Fig. 1

A 35-years-old male came to our dental clinic complaining of pain related to the upper right second premolar.

This Premolar shows distal caries and, after thorough clinical & radiographic examination, it was diagnosed as SIP/SAP.

We decided to go for RCT immediately but we had a challenge of having a calcified apical third as shown in the Pre-operative radiograph

All the steps were done under dental operating microscope using the most advanced techniques in all the steps of RCT.

Removal of the Caries was done.
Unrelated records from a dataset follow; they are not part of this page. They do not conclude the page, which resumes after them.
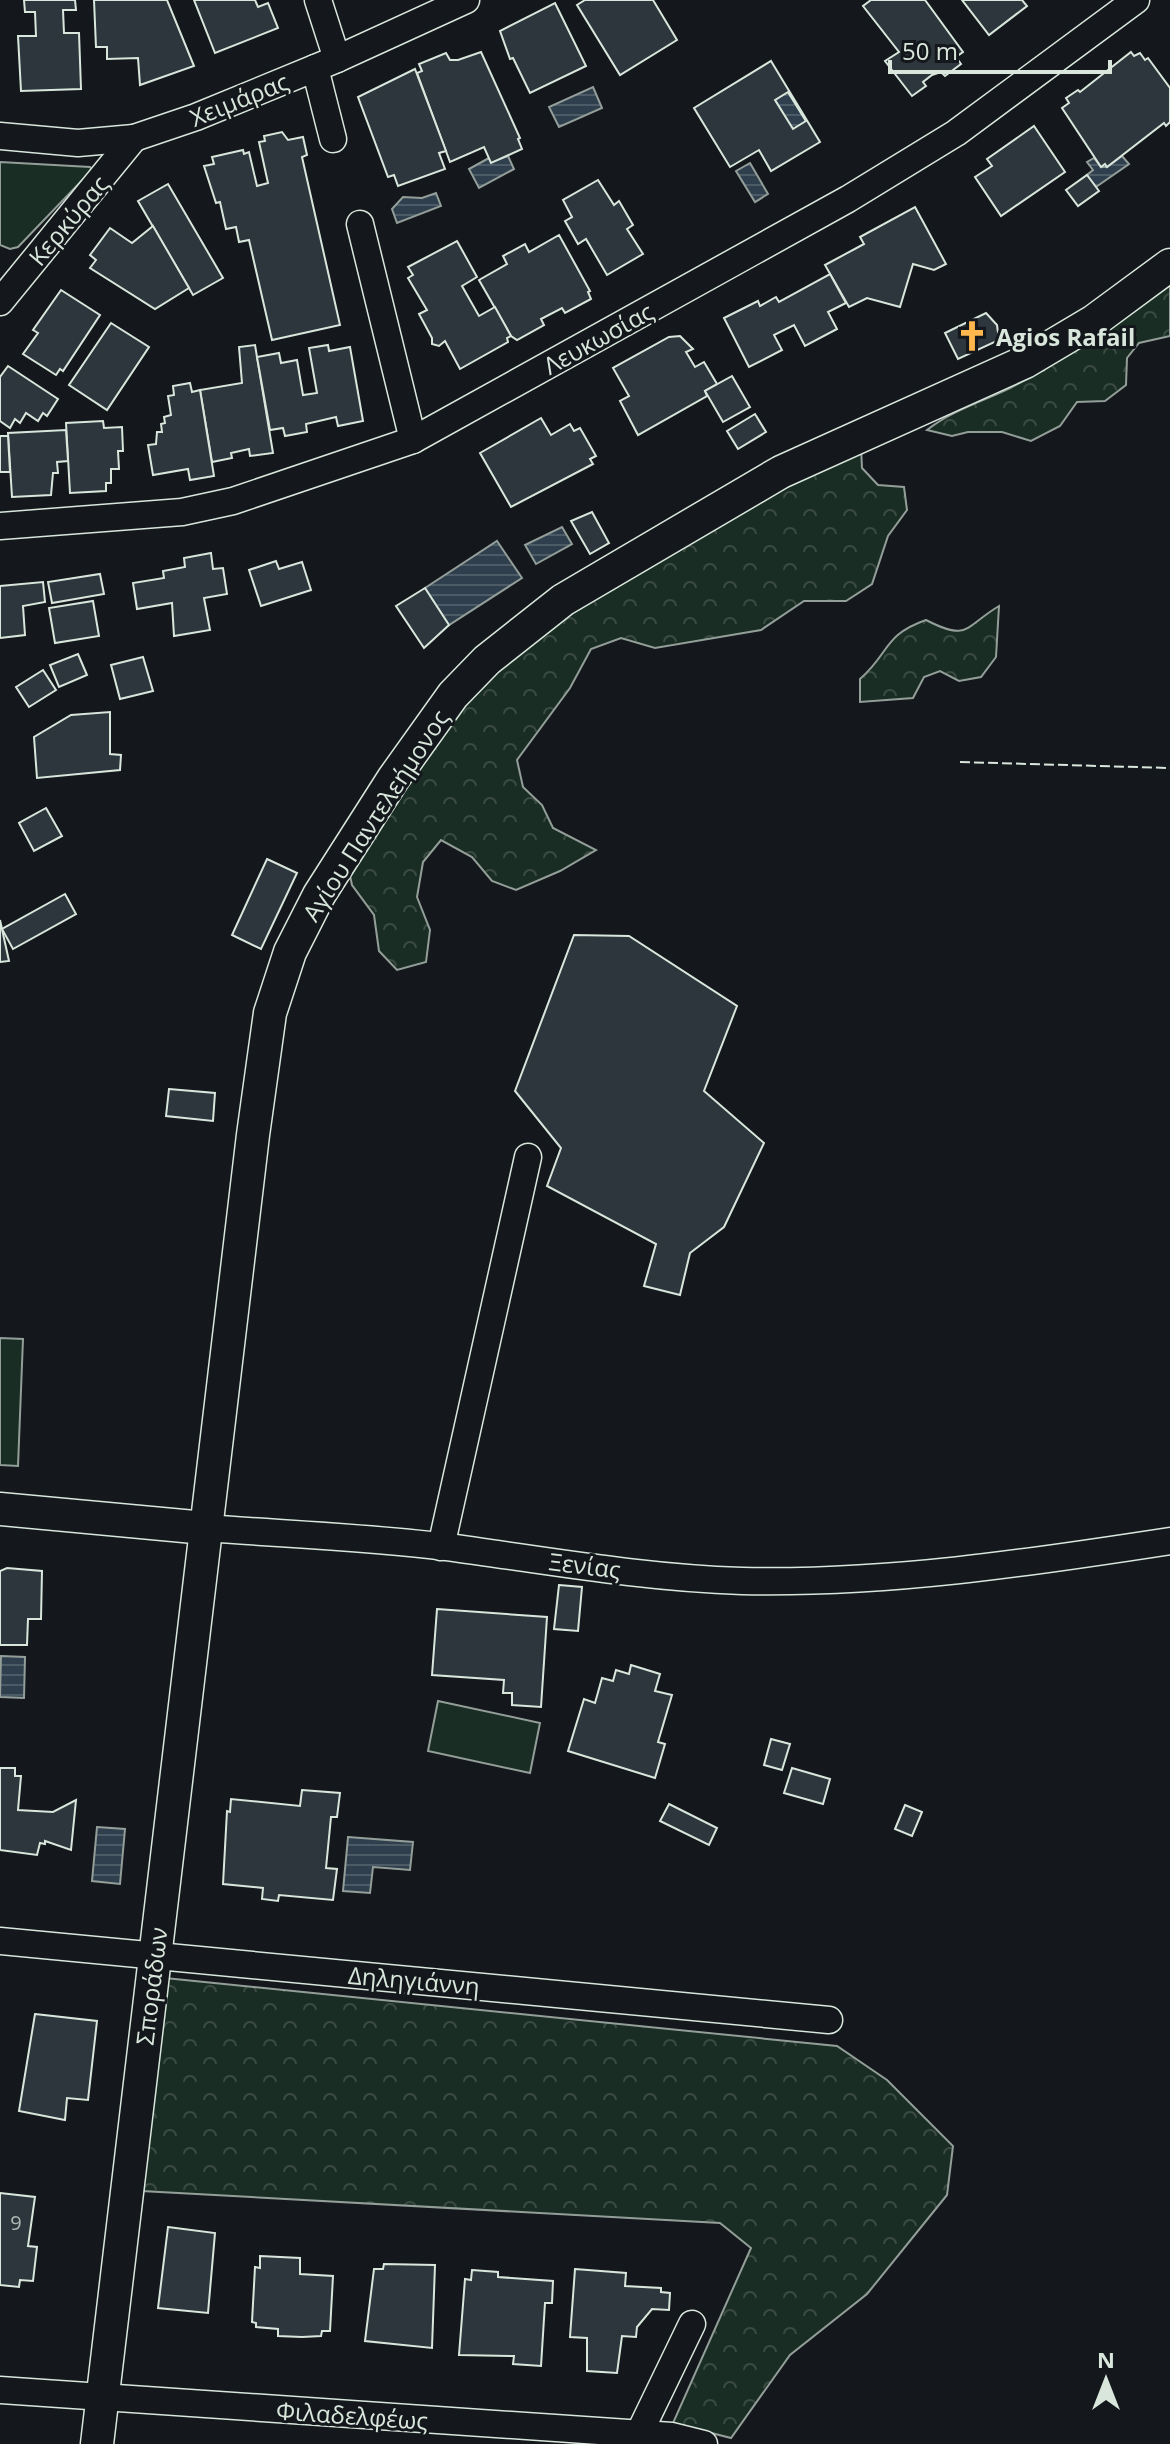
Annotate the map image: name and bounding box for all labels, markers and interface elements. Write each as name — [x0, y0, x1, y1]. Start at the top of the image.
scale bar — [890, 24, 1110, 74]
text: 50 m — [902, 34, 958, 67]
street label: Χειμάρας — [185, 64, 293, 134]
street label: Κερκύρας — [20, 168, 116, 272]
street label: Λευκωσίας — [537, 294, 659, 382]
church icon: Agios Rafail — [955, 319, 989, 353]
place label: Agios Rafail — [996, 320, 1135, 353]
street label: Αγίου Παντελεήμονος — [294, 703, 456, 927]
street label: Ξενίας — [547, 1544, 623, 1586]
street label: Σποράδων — [127, 1925, 175, 2047]
street label: Δηληγιάννη — [347, 1958, 481, 2002]
house number: 9 — [10, 2209, 22, 2236]
north arrow — [1066, 2340, 1146, 2420]
text: N — [1097, 2344, 1115, 2374]
street label: Φιλαδελφέως — [275, 2393, 429, 2437]

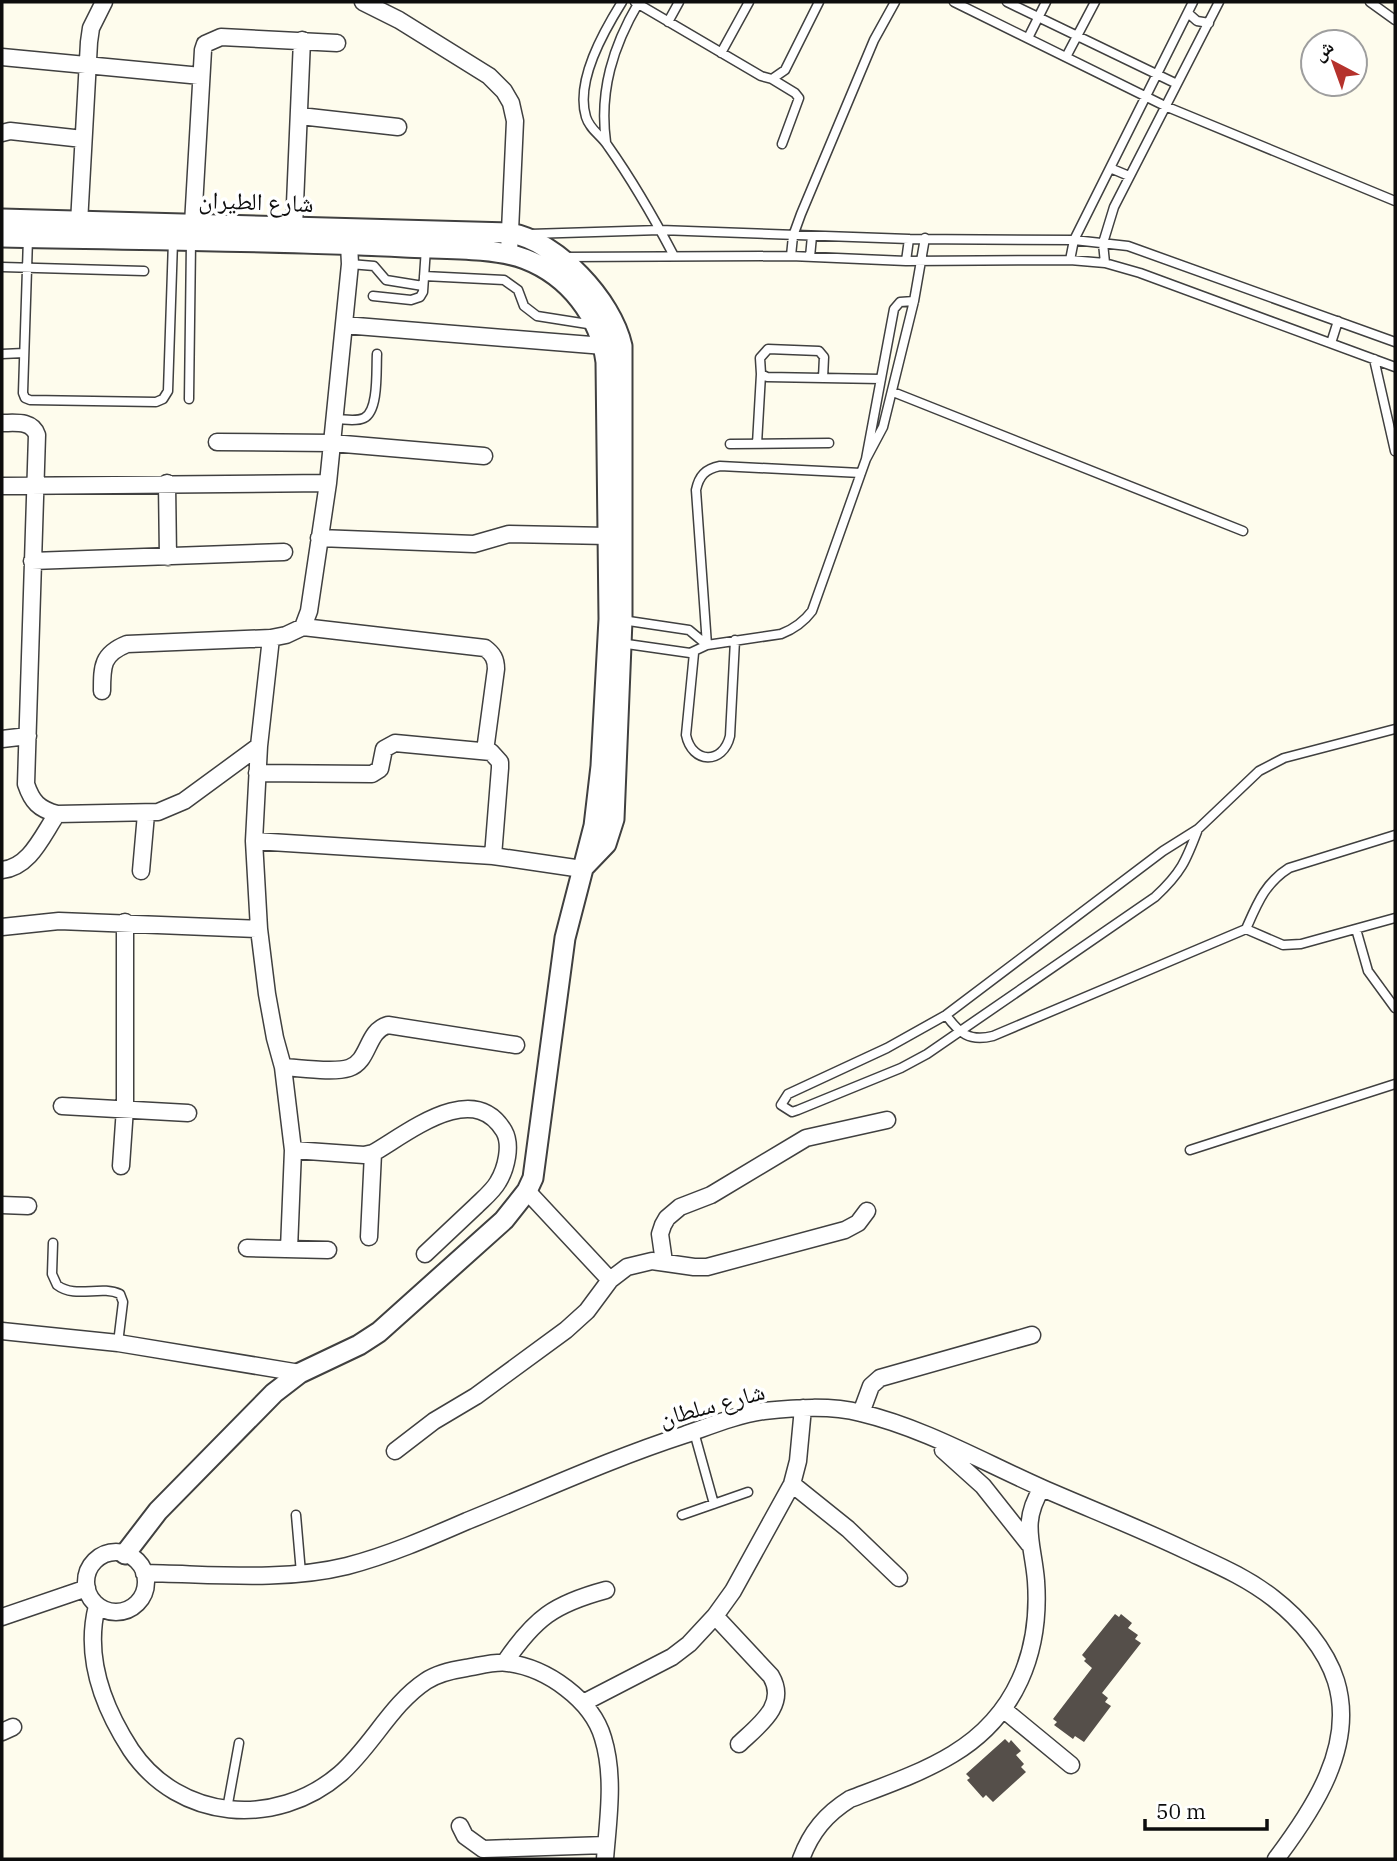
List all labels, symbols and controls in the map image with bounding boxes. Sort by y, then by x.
north arrow [1299,28,1369,98]
text: ش [1307,34,1338,66]
street label: شارع الطيران [198,183,314,219]
street label: شارع سلطان [655,1375,768,1433]
scale bar [1145,1787,1268,1831]
text: 50 m [1156,1797,1206,1825]

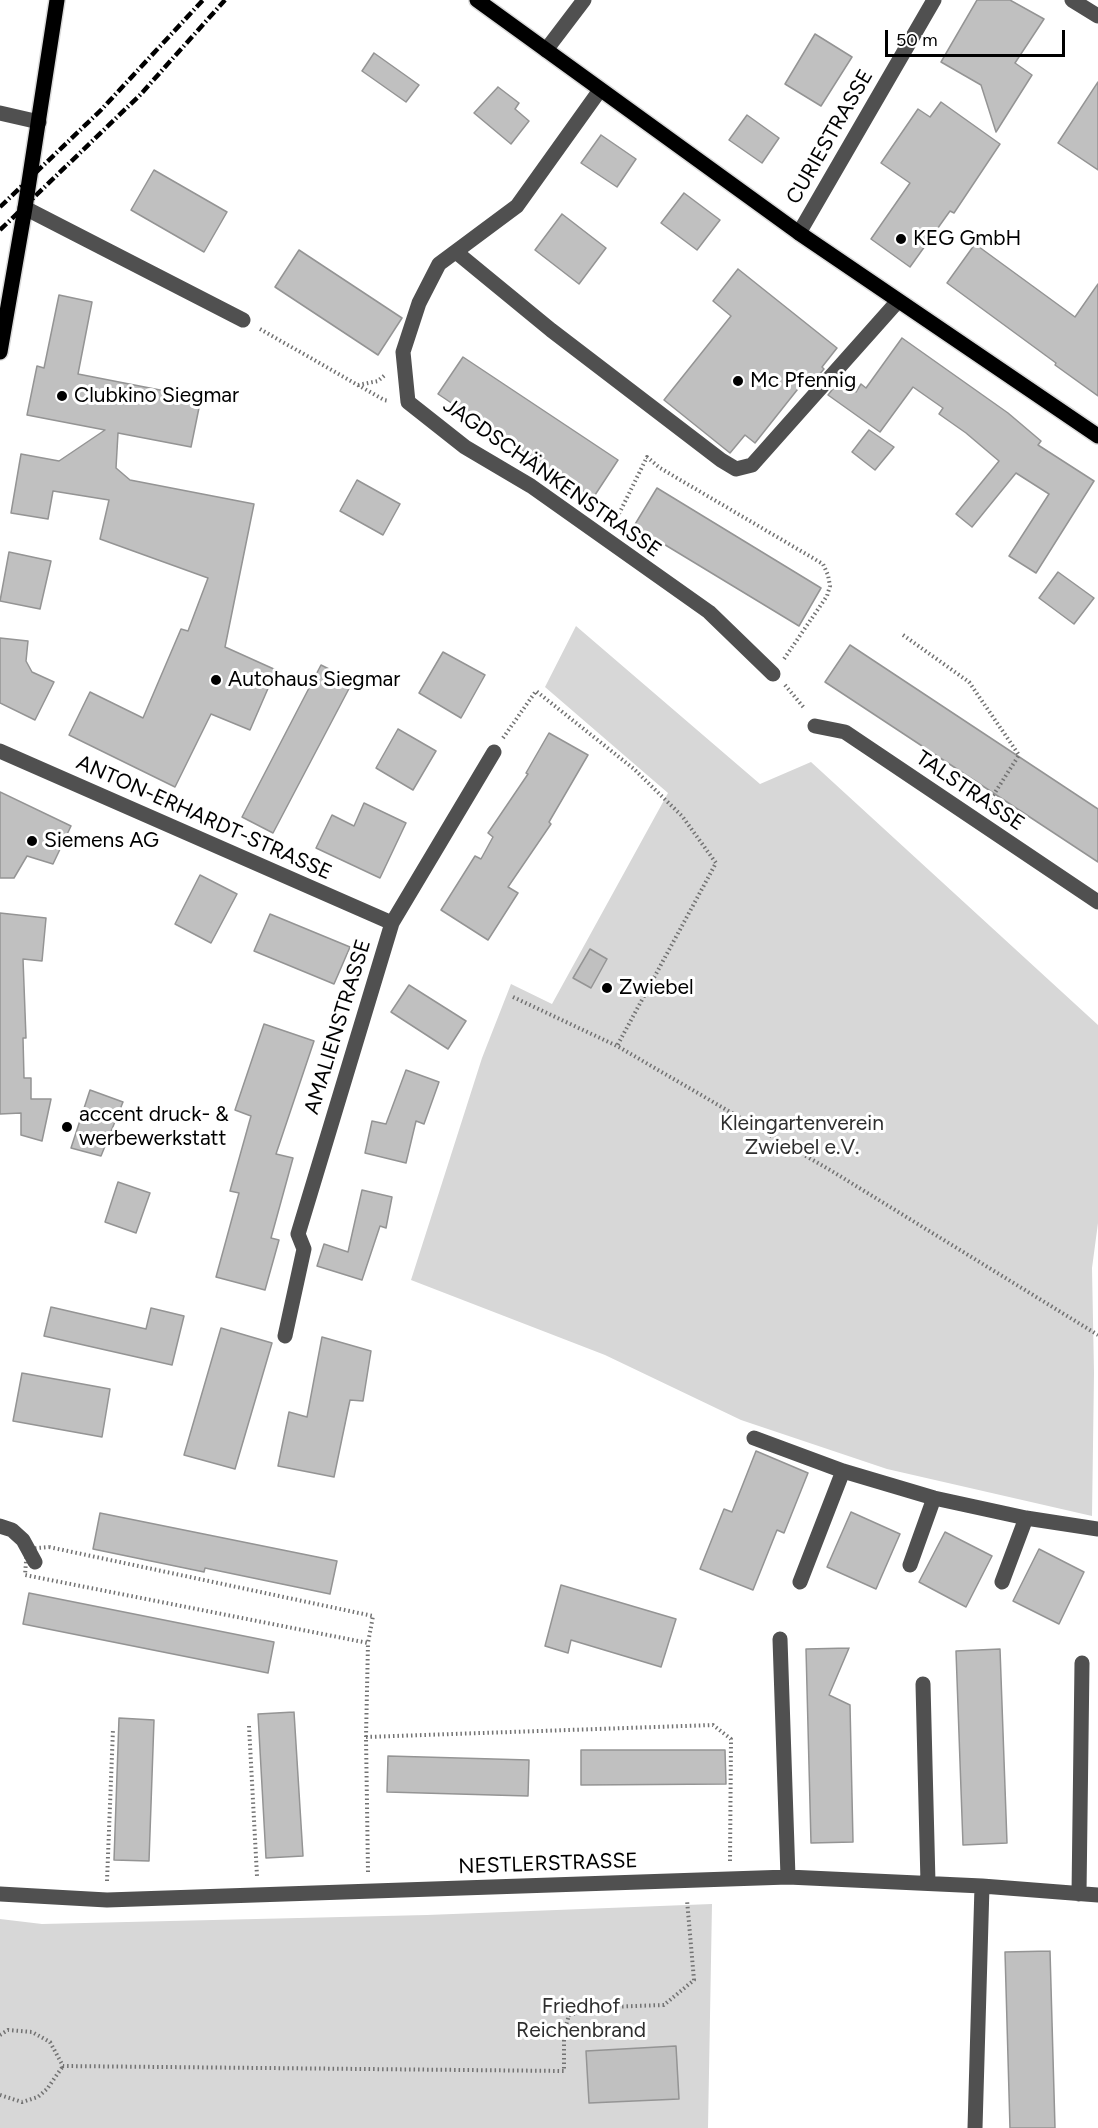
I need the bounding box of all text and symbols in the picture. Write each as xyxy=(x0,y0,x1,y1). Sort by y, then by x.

Then, the Access Cavity was done and refined using Ultrasonics.

The key now was do proper coronal flaring in order to achieve better accessibility to the Apical third of the canal and gain nearly straight access to that complex anatomy.

Coronal flaring was done using the Starter file #20/10 in MG3 Kit (Shenzhen Perfect Medical Instruments Co).

Fig. 2

After Coronal flaring, radiograph was taken with #10 K file in the B & P to ensure the Straight line access to the Apical third of both Canals, confirming also the calcified anatomy apically

After gaining the Straight Access to the apical third, I decided to use the P2 file #19/2 (MG3 Kit) directly to the apical third in order to manage this calcification.

I preferred to use this file in particular as it has a tip size #19 and standardized taper of 2%, so it will provide the required flexibility with the perfect moderate tip size.

The P2 file could manage to negotiate these canals easily while preserving the curvature of the buccal canal.

After Working Length determination using EAL, The Biomechanical Preparation was done using Controlled Memory Rotary files of the MG3 Kit up to the working length. G1 in action

G2 of size 25/06. This size would enable proper disinfection either by syringe & needle or any other irrigation activation method.

 

Fig. 3

The intra operative radiograph was taken with master cones of the same size as the MAF, up to the working length, as shown in figure

Fig. 4

Obturation was done using Synchronized Hydraulic Condensation technique using BioCeramic sealer and the master cone only in the Buccal Canal. 

While, the palatal canal was obturated using CWC technique with Resin Sealer in order to Create a post space.

 

Post Placement with Composite Core restoration was done in the same visit to provide good coronal seal.

 

The Case was done as single visit RCT and referred immediately to the prosthodontist.

Conclusions

This clinical case showed us that managing of apical calcifications could be achieved mechanically if the right instruments are used. This could be done in particular cases where rotary files tend to negotiate the canals from the first time, and if not, shifting to manual files is mandatory to decrease iatrogenic errors.

MAF is chosen according to each case where the most important issue is to provide better disinfection of the root canal system.

Bibliography

  1. Anil Kishen et al, 2015. “Contracted endodontic cavities: the foundation for less invasive alternatives in the management of apical periodontitis”. Endodontic Topics.
  2. Lee et al, 2019. “Influence of apical preparation size and irrigation technique on root canal debridement: a histological analysis of round and oval root canals”. International Endodontic Journal.
  3. Kulild et al, 2014. “Master apical file size – smaller or larger: a systematic review of healing outcomes”. International Endodontic Journal.
  4. Ove A Peters, 2004. “Current challenges and concepts in the preparation of root canal systems: a review”. JOE
  5. Vertucci FJ, 2005. “Root canal morphology and its relationship to endodontic procedures”. Endodontic Topics.